Palatini Higgs and Coleman-Weinberg inflation with non-minimal coupling

TL;DR

This paper investigates how non-minimal coupling affects inflationary predictions in Palatini gravity, focusing on Higgs and Coleman-Weinberg potentials with a non-zero vacuum expectation value, aligning models with recent observational data.

Contribution

It analyzes inflationary parameters for Higgs and Coleman-Weinberg potentials with non-zero VEV in Palatini gravity, identifying parameter regions consistent with observations.

Findings

Inflationary predictions depend on the non-minimal coupling $\xi$ and VEV $v$.

Linear inflation behavior emerges at $\xi v^2=1$ in Coleman-Weinberg potential.

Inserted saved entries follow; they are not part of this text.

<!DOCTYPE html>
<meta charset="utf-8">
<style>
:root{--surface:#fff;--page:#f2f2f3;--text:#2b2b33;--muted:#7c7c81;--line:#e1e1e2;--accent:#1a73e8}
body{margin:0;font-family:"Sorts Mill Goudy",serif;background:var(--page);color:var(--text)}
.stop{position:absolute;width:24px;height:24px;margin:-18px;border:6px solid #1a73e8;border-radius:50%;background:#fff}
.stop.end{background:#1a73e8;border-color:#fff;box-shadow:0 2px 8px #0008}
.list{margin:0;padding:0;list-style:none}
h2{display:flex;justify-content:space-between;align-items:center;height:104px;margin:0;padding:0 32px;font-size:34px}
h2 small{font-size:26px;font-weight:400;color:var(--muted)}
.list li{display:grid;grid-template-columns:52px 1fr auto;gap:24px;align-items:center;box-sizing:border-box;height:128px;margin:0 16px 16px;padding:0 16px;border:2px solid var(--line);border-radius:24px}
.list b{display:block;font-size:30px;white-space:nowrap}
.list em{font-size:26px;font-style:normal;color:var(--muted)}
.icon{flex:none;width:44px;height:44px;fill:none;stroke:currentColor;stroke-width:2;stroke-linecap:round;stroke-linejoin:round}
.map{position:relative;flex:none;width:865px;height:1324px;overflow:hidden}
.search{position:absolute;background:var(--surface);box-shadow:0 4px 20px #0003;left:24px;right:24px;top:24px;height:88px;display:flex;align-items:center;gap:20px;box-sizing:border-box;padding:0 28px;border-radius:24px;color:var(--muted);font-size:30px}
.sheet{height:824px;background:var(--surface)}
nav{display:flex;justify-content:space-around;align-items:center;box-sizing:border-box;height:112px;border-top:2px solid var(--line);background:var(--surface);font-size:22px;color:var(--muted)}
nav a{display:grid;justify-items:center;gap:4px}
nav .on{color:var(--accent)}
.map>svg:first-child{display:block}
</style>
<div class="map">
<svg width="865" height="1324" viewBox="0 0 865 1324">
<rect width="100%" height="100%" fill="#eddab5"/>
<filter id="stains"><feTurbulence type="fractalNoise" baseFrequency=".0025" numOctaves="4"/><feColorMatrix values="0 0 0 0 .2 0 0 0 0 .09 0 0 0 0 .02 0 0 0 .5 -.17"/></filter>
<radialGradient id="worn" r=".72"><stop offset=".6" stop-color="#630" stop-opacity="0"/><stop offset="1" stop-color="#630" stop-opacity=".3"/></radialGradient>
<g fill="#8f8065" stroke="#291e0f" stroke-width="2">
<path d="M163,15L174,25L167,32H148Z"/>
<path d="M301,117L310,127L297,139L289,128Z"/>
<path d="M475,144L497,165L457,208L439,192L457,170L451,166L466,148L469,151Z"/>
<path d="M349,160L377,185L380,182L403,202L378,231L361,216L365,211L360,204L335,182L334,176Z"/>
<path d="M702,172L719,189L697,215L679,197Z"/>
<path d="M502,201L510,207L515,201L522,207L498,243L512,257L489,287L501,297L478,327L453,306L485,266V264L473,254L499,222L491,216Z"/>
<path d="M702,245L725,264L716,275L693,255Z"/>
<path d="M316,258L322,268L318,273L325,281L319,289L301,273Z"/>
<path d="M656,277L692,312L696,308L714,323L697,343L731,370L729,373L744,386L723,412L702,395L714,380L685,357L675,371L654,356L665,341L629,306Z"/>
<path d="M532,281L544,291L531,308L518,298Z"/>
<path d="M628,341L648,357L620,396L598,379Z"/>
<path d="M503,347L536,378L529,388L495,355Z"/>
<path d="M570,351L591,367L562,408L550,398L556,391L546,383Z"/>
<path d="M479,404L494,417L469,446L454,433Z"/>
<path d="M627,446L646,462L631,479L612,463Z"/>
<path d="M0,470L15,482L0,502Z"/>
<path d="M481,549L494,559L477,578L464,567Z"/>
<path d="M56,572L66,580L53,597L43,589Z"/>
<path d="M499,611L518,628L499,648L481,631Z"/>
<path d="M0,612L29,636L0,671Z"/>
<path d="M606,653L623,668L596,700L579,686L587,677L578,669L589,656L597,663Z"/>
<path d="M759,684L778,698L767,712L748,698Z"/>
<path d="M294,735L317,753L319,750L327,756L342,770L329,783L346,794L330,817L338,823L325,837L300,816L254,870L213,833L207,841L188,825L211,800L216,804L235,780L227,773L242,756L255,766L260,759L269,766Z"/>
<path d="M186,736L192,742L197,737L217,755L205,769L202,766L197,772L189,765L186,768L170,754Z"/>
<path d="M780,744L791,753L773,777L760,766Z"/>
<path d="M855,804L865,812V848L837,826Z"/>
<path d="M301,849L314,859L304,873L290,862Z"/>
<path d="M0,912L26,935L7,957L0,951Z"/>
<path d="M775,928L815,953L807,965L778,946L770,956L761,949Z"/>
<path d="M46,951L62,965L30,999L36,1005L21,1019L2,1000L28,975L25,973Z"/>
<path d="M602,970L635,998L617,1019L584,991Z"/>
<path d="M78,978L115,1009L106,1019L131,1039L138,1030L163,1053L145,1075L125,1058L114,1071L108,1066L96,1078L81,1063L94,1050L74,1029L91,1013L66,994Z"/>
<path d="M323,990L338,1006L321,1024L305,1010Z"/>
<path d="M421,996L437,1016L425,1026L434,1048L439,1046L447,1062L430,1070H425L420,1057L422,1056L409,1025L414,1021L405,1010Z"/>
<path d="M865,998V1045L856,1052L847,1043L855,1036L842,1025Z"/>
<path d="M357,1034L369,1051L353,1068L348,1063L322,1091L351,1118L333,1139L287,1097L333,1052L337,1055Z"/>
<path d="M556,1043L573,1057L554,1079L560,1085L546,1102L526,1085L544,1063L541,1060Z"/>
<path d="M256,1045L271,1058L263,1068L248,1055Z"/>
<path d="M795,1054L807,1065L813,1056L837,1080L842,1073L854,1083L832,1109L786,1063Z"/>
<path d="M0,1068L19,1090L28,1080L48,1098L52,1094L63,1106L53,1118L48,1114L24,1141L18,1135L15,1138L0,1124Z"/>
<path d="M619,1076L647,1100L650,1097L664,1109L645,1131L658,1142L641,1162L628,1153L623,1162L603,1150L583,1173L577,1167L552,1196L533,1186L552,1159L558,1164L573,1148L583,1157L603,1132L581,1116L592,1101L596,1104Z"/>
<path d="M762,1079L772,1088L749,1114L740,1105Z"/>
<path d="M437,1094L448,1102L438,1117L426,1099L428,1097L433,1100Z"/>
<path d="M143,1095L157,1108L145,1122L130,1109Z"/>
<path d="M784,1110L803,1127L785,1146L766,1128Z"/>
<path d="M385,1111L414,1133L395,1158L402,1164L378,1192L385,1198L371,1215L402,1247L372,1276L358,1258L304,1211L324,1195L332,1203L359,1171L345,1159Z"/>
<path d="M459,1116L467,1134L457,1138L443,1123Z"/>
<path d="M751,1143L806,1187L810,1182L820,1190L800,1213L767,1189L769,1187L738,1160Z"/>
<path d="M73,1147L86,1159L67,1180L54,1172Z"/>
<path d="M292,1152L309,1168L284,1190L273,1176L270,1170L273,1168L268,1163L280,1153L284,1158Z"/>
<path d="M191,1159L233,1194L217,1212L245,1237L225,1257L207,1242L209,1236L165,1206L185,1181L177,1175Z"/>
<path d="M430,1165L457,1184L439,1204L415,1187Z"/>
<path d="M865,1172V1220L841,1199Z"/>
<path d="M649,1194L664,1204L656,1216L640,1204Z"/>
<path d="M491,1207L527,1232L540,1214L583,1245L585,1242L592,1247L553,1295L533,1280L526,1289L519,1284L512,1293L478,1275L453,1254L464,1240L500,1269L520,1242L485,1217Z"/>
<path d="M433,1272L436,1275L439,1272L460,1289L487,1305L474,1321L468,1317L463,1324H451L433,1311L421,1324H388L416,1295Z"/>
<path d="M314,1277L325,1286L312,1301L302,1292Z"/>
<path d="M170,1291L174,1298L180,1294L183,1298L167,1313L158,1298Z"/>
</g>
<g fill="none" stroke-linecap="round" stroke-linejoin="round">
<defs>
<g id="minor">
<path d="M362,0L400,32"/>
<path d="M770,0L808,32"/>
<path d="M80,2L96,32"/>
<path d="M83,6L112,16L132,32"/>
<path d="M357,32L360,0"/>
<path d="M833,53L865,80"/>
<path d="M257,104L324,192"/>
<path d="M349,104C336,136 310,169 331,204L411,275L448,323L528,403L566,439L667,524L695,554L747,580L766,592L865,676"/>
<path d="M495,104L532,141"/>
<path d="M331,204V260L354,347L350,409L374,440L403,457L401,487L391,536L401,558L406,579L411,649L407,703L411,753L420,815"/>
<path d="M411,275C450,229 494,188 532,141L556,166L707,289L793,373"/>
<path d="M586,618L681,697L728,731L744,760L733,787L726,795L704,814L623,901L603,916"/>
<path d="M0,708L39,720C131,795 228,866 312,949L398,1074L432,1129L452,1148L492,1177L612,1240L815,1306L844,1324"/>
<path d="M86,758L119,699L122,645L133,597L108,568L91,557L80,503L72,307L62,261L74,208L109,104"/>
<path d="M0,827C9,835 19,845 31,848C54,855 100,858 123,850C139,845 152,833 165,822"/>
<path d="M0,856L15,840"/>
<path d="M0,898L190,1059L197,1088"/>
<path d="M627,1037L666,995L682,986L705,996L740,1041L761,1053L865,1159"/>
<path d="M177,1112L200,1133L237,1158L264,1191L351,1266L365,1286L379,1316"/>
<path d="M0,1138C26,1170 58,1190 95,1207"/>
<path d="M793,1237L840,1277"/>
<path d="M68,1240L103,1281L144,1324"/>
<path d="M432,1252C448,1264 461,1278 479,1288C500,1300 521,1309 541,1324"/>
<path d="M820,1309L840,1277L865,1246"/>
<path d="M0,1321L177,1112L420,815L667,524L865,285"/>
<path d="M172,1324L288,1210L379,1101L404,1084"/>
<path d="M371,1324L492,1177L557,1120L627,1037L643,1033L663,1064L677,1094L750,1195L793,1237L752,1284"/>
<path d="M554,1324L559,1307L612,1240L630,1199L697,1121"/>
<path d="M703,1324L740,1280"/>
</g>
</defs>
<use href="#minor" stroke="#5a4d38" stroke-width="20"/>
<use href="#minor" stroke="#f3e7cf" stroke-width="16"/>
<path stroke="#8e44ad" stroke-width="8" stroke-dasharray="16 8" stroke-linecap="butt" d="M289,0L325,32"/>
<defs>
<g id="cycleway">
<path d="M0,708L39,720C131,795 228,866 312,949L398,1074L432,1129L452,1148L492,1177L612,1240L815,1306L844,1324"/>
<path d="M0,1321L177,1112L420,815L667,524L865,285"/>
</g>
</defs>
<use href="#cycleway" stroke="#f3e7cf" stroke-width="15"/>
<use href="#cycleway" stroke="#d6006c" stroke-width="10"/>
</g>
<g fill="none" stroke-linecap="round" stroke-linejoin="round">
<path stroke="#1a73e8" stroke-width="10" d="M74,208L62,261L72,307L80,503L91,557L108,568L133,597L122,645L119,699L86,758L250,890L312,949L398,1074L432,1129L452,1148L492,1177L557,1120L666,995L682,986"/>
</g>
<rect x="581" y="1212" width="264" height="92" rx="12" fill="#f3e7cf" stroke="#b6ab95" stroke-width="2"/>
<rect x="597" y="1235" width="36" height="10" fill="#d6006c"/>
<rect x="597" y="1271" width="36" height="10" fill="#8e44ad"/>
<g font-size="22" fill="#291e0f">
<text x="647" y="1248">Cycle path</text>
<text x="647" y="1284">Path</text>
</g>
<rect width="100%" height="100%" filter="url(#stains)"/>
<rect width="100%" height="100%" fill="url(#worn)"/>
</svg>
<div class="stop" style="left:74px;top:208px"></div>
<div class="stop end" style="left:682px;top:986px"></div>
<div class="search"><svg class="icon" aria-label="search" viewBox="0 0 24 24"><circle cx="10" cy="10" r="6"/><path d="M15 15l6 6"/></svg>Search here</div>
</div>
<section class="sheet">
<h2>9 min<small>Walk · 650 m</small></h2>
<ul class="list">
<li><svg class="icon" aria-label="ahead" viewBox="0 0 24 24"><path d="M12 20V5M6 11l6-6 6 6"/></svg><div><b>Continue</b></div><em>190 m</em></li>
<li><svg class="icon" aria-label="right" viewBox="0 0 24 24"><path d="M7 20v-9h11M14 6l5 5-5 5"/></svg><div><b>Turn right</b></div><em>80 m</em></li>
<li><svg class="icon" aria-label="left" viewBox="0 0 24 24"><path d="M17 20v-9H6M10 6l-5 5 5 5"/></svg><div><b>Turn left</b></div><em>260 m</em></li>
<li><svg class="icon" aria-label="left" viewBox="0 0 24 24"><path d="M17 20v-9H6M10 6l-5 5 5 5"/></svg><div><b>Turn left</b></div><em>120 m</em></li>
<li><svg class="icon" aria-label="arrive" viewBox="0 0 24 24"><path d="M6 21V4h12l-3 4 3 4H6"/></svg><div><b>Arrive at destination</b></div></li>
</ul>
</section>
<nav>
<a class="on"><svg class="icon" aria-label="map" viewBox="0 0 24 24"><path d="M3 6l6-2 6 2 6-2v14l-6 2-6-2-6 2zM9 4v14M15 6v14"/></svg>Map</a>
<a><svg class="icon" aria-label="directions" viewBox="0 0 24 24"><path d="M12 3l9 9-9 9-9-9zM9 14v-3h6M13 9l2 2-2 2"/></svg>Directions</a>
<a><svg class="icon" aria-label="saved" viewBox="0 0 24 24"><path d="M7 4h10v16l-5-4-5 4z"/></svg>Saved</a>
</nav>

Preferred $\xi$ values vary with $v$ to match observational constraints.

Abstract

We present the impact of non-minimal coupling $\xi \phi^2 R$ on the inflationary parameters by taking into account the models of single-field inflation with the inflaton that has a non-zero vacuum expectation value ($v$) after the period of inflation in Palatini gravity. We discuss the well-known symmetry breaking type potentials, namely the Higgs potential and Coleman-Weinberg potential. We show the inflationary predictions of these potentials, for both $\phi>v$ and $\phi<v$ inflation, the regions in the $v-\xi$ plane for which the values of $n_s$ and $r$ are in agreement with the recent measurements. We also show the linear inflation behavior as a solution of Coleman-Weinberg potential for $\xi v^2=1$ limit. Finally, we take into account the inflationary predictions of Coleman-Weinberg potential for preferred $\xi$ values as a function of $v$ in Palatini formalism.